My uncle was involved in 9/11... He called me before the plane crashed into the twin towers, his final words were so comforting... "ALLAH AKBAR!!!"

How do you get 500 babies into one bathtub? a blender. How do you get them out? NACHOOOS

This stuff on espn about Jason Collins is very gay

Knock, Knock No one was home.

Why did Jimmy fall out of the tree. Cause' I shot him.

What do Black people call their fathers? Dad.

A black man and a mexican jump of a building to see who hits the ground first. Who wins? Society.

A duck walks into the bar, buys a beer, steals your woman, wins a bar fight, pistol whips a police officer, departs and shouts Aflac

ROSES ARE RED VILOIT ARE BLUE MY NAME IS MISIMOA AND I SMELL LIKE POO

Why was the drunk man in jail? He had lost touch with himself because his wife cheated on him the previous night and to add to the fact she took his clothes so public nudity would be a problem.

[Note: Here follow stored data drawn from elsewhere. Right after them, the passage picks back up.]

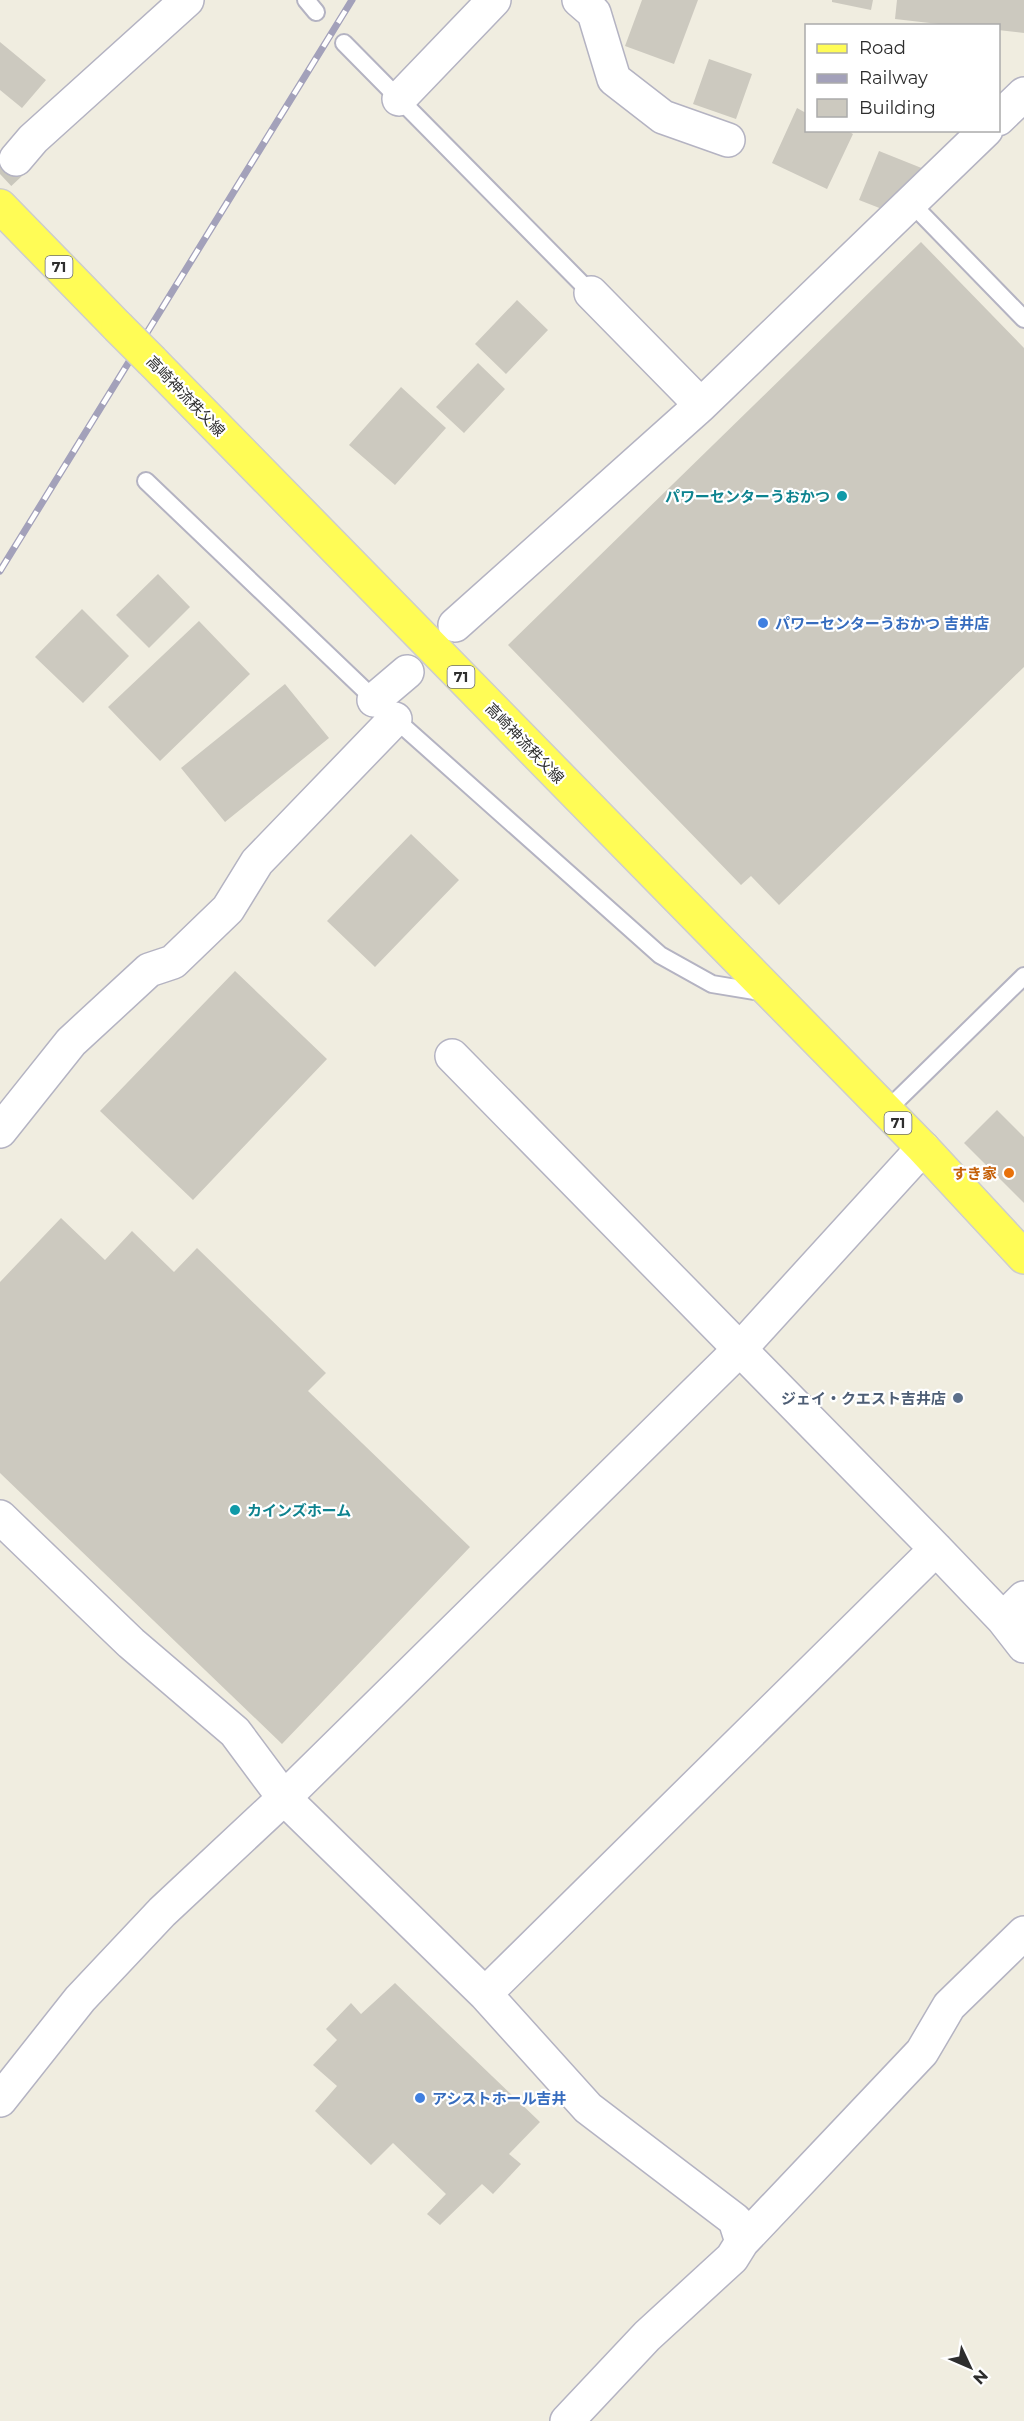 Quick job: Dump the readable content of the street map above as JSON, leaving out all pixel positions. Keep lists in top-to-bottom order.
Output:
{
  "streets": {
    "main road": ["71", "高崎神流秩父線"]
  },
  "places": [
    "パワーセンターうおかつ",
    "パワーセンターうおかつ 吉井店",
    "すき家",
    "ジェイ・クエスト吉井店",
    "カインズホーム",
    "アシストホール吉井"
  ],
  "legend": ["Road", "Railway", "Building"],
  "north": "bottom right"
} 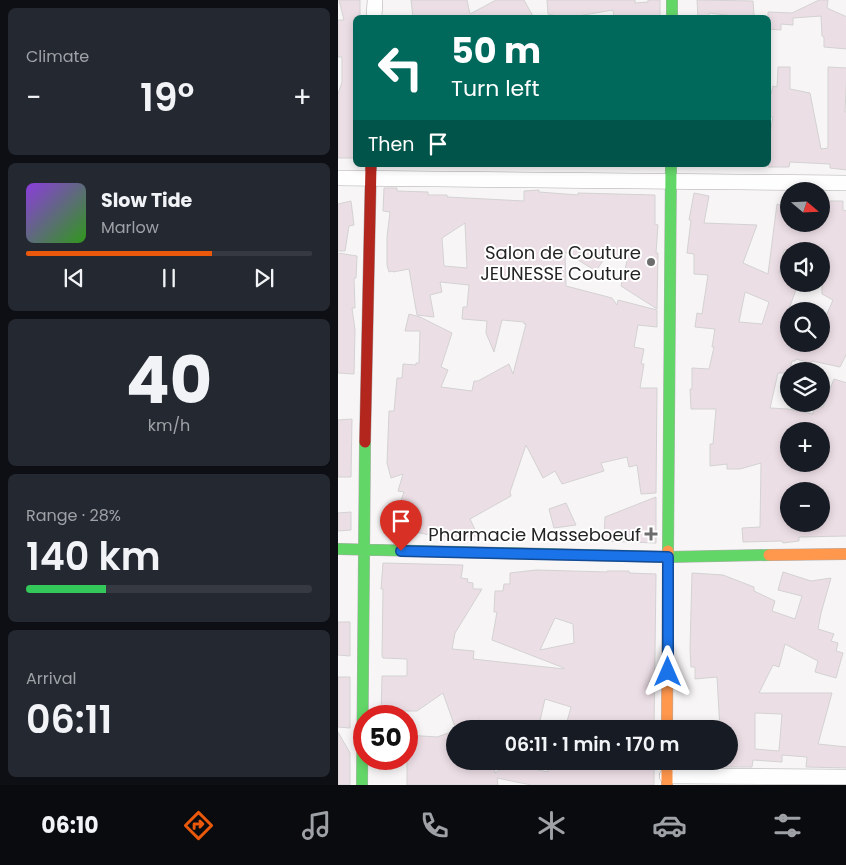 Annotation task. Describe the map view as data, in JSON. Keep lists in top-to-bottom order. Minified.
{"places":{"other":["Salon de Couture JEUNESSE Couture"],"health":["Pharmacie Masseboeuf"]},"north":"right","page":{"tile":["Climate",["40","km/h"],["Range · 28%","140 km"],["Arrival","06:11"]],"turn":["50 m","Turn left"],"heat":["−","19°","+"],"then":"Then","map_buttons":["+","−"],"song":["Slow Tide","Marlow"],"limit":"50","trip":"06:11 · 1 min · 170 m","tabs":"06:10"}}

Knock Knock DAMMIT WOMAN MAKE ME A SAMMACH

whats worse than getting bit by a tick. getting bit by a deer tick that as lyme disease.

Yo mama's so white, she's an albino!

What do an elephant and a grape have in common? Well, depending on your ideological views they are either both God's creations or two examples of species which have evolved over time. That is all.

What's worse than getting shot? Getting shot twice.

A lady was walking to the grocery store as she was walking she saw a old lady with a dog behind them where two black merses and about 200 women behind the merses. The lady Rushes over and ask '' Maim i am sorry to bother you but i would like to know who you lost and how?'' The old lady paused for a minute and awnsered '' I lost my husband and mother in law, Well My husband had just walked in to the house and my new dog went and ferousiously atacted him my mother in law had been living with us at the time she the jumped in and tried to help him They both died because of blood loss'' The lady looked at her with simpathy and thought i feel sorry for her husband and his mother she then asked '' Can i barrow your dog'' the old lady looked puzzled and said '' Get in line '' The lady walked to the end of the line as the dog was Passed to a women and taken home then passed back. When the women got her turn she thought do i want to kill my husband then she thought yes

why did radio not get the song? beacause he radio didnt work.

New mission: refuse this mission

What is an anti joke? It's jokes about jews, blacks, and walking out of bars LIKE AN IRISHMAN

why does it take 2 woman with p.m.t to change a light bulb? because there both tired , feel bloated , and could do with a bar of choccy

You know what sucks ? A vacuum.

A gorilla walks into a bar and order a banana martini. The bartender thinks this is a little peculiar and then becomes aware he is actually dreaming. He wakes up from his dream and begins to tell his wife about the ridiculous dream he had. His wife just ignores him, the man rolls over and begins to sob because he realizes his marriage is in shambles.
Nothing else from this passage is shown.